Using perf with cgroups and containers

linux-perf-users.vger.kernel.org archive mirror
 help / color / mirror / Atom feed

* Using perf with cgroups and containers
@ 2014-11-26 16:59 William Cohen
  2014-11-26 20:52 ` Andi Kleen
  0 siblings, 1 reply; 4+ messages in thread
From: William Cohen @ 2014-11-26 16:59 UTC (permalink / raw)
  To: linux-perf-users

Hi,

I have been looking at how perf supports cgroups and containers.  The
"-G" option allows limiting the data collected to a particular cgroup.
Thus, one can use the option to collect some information about a
particular cgroup with something like:

$ sudo perf stat -a -e cycles  -G machine.slice/machine-qemu\\x2drhel7\\x2dx86_64.scope -e instructions -G machine.slice/machine-qemu\\x2drhel7\\x2dx86_64.scope -- sleep 1

 Performance counter stats for 'system wide':

         9,668,237      cycles                    machine.slice/machine-qemu\x2drhel7\x2dx86_64.scope [82.28%]
         4,685,886      instructions              machine.slice/machine-qemu\x2drhel7\x2dx86_64.scope #    0.48  insns per cycle         [82.28%]

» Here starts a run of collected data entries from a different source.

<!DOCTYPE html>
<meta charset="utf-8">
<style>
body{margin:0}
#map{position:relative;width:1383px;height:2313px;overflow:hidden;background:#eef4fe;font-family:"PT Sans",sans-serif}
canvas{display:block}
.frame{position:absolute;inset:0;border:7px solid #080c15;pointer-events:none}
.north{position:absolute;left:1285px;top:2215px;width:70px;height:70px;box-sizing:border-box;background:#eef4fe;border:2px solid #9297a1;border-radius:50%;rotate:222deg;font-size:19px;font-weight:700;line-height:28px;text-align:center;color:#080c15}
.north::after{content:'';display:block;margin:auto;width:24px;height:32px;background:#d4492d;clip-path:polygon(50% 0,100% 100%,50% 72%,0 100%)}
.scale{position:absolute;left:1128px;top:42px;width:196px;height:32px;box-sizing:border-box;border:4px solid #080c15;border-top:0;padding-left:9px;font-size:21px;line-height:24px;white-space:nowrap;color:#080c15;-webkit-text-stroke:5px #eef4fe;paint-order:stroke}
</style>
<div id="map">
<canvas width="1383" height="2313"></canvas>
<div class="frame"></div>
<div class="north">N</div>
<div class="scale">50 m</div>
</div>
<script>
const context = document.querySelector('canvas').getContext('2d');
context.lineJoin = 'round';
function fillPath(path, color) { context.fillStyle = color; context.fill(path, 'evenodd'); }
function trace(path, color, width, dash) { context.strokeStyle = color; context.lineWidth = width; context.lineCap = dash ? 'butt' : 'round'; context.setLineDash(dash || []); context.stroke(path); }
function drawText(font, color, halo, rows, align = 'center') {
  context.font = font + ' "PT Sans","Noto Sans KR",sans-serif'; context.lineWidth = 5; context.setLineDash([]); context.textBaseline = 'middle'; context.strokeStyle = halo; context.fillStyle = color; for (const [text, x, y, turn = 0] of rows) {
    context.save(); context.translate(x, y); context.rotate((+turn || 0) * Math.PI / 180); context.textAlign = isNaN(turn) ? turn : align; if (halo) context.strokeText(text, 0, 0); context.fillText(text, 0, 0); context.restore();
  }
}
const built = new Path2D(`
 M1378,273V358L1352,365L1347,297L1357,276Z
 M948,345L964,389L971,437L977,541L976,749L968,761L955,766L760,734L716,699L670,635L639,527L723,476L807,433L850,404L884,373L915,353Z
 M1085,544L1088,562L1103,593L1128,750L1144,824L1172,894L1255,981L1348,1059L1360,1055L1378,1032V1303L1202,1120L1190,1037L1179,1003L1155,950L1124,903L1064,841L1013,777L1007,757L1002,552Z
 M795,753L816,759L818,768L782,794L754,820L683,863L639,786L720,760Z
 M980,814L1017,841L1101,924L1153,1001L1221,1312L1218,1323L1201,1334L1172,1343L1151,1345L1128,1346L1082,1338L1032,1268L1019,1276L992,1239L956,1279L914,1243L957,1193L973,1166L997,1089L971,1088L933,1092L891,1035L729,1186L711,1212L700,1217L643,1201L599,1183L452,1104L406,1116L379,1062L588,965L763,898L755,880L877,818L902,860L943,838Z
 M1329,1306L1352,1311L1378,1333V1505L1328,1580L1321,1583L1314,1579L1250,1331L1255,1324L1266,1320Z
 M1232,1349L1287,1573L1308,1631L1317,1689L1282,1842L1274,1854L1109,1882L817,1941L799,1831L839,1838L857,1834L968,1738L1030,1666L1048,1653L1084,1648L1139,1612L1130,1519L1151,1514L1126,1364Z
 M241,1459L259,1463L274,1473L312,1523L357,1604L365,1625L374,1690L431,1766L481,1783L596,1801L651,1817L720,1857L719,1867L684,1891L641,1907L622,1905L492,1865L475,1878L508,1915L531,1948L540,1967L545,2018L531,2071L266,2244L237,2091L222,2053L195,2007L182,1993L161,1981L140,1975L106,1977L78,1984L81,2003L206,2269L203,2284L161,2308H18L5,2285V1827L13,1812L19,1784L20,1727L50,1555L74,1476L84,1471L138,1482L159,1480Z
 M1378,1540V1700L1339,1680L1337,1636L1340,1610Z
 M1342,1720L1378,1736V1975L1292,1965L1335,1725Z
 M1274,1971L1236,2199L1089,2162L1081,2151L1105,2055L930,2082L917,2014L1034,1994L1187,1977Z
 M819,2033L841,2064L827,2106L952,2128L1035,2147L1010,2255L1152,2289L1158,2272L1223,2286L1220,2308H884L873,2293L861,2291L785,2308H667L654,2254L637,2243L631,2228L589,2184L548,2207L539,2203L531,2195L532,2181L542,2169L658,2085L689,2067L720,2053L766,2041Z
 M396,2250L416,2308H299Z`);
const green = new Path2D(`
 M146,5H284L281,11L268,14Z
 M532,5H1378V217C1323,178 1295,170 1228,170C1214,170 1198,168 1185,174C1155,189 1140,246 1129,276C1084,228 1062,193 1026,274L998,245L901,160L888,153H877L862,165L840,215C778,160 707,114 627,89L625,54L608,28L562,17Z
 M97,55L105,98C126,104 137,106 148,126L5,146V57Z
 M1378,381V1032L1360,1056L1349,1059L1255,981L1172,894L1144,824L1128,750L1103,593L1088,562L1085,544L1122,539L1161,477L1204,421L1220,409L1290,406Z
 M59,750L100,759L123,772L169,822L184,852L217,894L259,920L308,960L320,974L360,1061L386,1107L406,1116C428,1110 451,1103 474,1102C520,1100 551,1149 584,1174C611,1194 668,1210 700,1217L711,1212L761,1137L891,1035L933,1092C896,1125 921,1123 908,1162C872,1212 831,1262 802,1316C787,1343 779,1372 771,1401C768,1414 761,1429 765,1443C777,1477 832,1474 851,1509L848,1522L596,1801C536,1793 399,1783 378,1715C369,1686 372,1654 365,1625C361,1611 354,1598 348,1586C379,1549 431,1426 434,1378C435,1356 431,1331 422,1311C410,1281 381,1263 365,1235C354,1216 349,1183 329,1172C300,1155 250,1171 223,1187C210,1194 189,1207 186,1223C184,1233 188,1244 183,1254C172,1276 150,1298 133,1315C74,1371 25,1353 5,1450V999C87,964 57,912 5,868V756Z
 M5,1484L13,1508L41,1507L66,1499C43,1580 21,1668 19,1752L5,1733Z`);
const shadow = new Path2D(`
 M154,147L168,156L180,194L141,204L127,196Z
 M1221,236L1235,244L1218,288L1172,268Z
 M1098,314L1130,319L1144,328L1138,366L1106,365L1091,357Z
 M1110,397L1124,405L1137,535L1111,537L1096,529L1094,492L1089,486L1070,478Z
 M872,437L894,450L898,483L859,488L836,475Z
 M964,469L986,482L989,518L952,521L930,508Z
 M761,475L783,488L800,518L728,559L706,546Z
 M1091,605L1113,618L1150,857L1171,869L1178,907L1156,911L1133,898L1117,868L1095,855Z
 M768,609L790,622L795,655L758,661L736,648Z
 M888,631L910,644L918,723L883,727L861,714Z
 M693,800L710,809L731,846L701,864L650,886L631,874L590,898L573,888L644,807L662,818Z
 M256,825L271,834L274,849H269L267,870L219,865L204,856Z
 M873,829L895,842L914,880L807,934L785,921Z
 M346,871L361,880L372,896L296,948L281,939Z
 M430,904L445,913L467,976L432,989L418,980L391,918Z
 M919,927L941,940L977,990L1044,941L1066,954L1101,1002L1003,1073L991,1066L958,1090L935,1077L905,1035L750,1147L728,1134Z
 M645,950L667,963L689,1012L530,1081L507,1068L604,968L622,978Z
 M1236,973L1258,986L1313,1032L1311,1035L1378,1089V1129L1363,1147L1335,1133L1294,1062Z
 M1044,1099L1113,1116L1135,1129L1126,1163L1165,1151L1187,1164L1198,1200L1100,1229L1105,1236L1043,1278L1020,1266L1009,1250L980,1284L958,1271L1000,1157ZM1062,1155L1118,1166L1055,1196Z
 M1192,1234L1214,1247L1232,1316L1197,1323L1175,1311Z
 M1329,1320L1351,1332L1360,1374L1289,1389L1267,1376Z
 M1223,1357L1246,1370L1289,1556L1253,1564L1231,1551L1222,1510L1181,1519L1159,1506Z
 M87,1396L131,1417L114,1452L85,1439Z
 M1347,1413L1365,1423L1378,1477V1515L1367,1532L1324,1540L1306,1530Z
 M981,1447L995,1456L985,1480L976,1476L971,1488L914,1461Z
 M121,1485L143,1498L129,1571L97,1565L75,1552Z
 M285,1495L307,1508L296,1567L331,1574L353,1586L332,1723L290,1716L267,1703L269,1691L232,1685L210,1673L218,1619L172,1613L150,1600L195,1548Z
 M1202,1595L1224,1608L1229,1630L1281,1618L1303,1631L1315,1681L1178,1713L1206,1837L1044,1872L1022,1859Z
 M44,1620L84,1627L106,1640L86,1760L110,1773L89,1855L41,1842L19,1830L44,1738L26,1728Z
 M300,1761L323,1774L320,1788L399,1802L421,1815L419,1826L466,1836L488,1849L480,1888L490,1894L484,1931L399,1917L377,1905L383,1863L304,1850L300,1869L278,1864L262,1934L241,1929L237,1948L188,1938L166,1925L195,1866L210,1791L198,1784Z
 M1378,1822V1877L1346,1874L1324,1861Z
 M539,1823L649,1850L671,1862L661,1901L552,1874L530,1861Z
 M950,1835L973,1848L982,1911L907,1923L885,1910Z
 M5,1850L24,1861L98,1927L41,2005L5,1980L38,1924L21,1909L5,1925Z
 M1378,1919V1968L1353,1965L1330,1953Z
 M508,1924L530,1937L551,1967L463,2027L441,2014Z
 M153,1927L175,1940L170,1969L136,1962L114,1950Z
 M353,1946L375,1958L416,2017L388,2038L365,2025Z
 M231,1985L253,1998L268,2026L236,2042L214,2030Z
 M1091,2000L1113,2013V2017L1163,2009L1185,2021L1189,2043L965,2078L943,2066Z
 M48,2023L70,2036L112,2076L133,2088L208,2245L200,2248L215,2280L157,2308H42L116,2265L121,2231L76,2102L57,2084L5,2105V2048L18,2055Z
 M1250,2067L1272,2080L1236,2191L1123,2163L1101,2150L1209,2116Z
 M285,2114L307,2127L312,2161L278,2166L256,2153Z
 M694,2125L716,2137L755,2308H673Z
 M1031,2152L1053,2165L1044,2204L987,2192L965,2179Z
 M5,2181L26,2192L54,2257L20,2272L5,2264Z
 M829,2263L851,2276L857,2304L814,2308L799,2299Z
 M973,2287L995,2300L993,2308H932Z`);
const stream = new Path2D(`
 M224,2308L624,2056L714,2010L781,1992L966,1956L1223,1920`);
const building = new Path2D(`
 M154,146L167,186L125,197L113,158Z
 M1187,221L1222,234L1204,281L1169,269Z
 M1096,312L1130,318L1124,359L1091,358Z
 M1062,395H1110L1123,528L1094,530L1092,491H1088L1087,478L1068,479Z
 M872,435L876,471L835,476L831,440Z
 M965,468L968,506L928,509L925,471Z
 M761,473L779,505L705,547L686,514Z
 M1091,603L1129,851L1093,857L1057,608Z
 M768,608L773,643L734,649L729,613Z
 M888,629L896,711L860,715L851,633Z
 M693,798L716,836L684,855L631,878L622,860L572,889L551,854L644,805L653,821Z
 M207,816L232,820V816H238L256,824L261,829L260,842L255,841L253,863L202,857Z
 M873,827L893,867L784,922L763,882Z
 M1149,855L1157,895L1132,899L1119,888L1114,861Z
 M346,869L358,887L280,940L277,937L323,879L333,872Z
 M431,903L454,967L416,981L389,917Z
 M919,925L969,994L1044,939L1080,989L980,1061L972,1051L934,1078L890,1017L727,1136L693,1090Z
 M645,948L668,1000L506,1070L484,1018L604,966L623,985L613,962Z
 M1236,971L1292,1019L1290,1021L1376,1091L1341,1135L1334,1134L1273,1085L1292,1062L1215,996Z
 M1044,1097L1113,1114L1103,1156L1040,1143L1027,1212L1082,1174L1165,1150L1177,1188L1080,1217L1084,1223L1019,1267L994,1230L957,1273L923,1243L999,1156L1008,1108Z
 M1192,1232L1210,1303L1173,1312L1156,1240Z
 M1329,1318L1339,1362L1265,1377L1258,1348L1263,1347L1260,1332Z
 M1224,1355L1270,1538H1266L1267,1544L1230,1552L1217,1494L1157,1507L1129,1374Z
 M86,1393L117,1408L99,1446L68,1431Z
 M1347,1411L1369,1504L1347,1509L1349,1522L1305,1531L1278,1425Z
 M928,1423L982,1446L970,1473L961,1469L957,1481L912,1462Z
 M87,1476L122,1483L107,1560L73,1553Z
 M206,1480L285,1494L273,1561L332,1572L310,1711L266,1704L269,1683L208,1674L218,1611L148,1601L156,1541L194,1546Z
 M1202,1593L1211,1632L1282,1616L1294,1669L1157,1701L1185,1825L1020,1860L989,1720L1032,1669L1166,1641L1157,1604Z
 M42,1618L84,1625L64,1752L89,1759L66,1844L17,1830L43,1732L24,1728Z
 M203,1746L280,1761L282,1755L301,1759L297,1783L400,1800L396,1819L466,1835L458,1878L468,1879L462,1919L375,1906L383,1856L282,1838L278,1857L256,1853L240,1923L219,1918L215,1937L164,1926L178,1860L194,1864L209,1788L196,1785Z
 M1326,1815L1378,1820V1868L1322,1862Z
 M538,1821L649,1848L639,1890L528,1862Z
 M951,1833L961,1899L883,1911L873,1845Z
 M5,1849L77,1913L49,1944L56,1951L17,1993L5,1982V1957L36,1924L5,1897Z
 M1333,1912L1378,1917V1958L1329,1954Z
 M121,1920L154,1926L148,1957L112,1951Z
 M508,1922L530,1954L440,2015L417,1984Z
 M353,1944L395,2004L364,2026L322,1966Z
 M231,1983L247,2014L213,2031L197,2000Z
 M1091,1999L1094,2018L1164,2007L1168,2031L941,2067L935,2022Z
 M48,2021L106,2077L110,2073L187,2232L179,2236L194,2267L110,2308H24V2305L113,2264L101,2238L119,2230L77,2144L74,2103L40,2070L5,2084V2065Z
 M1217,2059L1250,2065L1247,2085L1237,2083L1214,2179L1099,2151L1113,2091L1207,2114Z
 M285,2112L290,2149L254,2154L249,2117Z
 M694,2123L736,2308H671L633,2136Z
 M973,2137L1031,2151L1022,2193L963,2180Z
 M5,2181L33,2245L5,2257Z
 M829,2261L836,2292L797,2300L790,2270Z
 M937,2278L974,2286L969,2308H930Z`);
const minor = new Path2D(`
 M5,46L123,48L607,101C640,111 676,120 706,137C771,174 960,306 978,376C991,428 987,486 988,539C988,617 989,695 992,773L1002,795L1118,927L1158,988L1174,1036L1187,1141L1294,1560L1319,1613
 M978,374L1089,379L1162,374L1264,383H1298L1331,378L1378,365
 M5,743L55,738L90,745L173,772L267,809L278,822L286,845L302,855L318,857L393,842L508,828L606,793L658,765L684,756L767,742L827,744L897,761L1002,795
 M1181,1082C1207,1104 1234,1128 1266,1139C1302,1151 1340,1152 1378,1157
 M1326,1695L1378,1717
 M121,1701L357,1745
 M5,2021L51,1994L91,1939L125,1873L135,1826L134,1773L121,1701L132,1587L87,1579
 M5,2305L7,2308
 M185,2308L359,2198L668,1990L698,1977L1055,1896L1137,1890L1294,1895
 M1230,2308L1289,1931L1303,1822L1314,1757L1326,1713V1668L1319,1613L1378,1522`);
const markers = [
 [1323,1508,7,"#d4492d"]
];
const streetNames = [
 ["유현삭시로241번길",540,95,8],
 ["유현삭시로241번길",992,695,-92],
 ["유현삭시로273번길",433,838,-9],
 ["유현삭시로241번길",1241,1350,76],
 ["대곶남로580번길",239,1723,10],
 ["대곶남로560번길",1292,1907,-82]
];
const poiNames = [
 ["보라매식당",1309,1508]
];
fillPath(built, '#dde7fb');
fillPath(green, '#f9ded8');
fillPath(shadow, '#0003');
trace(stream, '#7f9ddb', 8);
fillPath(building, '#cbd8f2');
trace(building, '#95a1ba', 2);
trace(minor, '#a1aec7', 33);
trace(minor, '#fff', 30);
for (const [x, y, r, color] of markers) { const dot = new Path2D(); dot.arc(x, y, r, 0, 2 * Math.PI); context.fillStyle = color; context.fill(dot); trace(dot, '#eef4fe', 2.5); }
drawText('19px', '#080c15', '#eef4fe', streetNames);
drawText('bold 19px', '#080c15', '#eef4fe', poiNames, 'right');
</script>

       1.001359839 seconds time elapsed

However, this approach seems to be awkward.  It requires specifying
the cgroup for each event.  It also requires the system-wide option
("-a") to get information for all the tasks in the cgroup and
superuser privileges.  Thus, even if all the tasks are owned by the
user running the perf command, the command still needs superuser
privileges.

Another limitation is when within a container there doesn't seem to be
a way of doing the equivalent to a "perf record -a ..." to collect
related to that container.  When running within a container going to
get something like the following:

# perf stat -a ls
Error:
You may not have permission to collect system-wide stats.
Consider tweaking /proc/sys/kernel/perf_event_paranoid:
 -1 - Not paranoid at all
  0 - Disallow raw tracepoint access for unpriv
  1 - Disallow cpu events for unpriv
  2 - Disallow kernel profiling for unpriv

There is a middle ground between monitoring a process/set of processes
and monitoring the entire machine that perf could do a better job of.
Have three broad categories to scope the data collection: pid, cgroup,
and container.

For pid perf can be monitoring itself or a set of processes.  perf has
checks to make sure that the monitoring process has permission to
monitor the other processes. 

For cgroup monitoring perf implementation only works for systemwide
monitoring "-a".  Why should someone need to specify "-a" when they
specify the cgroup to monitor?  It seems like this should operater
much more like the selection of processes to monitor.

For containers one might want to either monitor a container from
outside for system health or from the inside while doing development.
Currently perf can monitor from outside but isn't able to monitor from
inside.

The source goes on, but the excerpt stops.